### Task to carry out
Your job is to report every line of the entries that has "above".

### Materials provided
# # # #

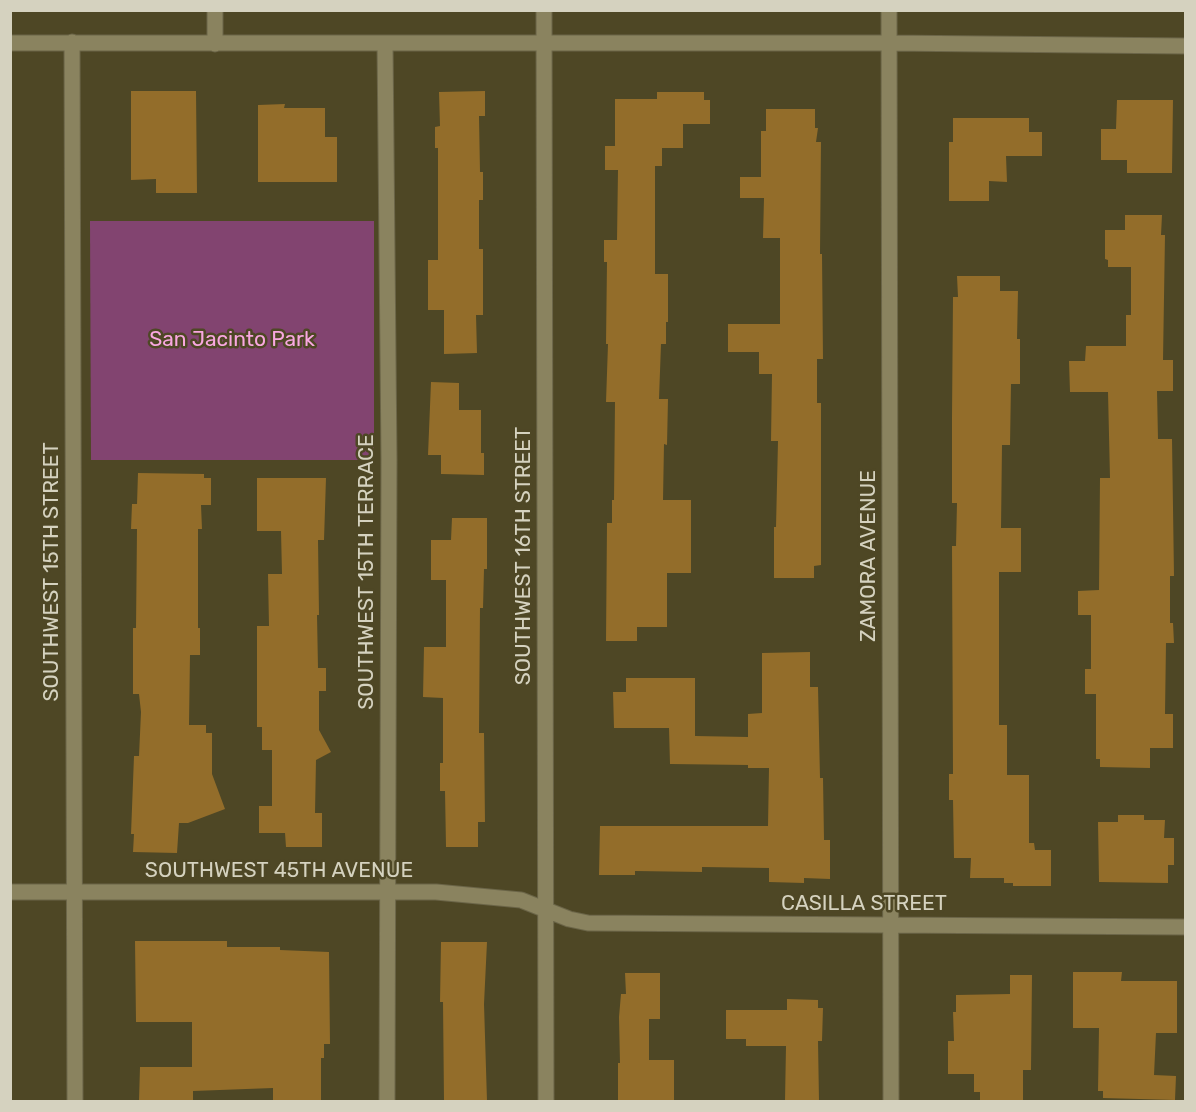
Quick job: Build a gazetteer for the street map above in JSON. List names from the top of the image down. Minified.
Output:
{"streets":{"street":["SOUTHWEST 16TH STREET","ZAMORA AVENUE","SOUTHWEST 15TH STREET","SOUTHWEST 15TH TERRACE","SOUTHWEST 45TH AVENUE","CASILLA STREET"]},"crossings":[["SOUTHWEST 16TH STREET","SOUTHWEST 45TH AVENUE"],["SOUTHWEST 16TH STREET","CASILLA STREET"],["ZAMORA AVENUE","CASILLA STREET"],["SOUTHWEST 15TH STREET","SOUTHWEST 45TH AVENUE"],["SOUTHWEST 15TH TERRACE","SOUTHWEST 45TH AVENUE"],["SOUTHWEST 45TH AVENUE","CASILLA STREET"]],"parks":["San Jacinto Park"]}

# # # #

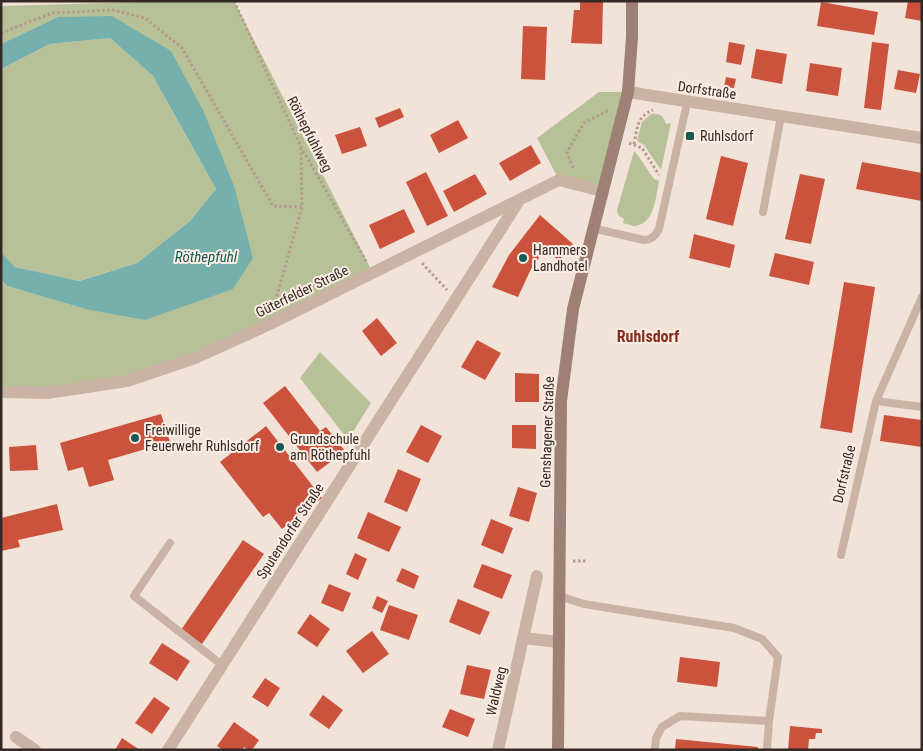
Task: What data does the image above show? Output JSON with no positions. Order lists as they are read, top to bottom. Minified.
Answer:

# # # #

### Solution for this task
Quick job: Build a gazetteer for the street map above in JSON. List names from the top of the image down. Minified.
Task: What data does the image above show? Output JSON with no positions. Order lists as they are read, top to bottom. Minified.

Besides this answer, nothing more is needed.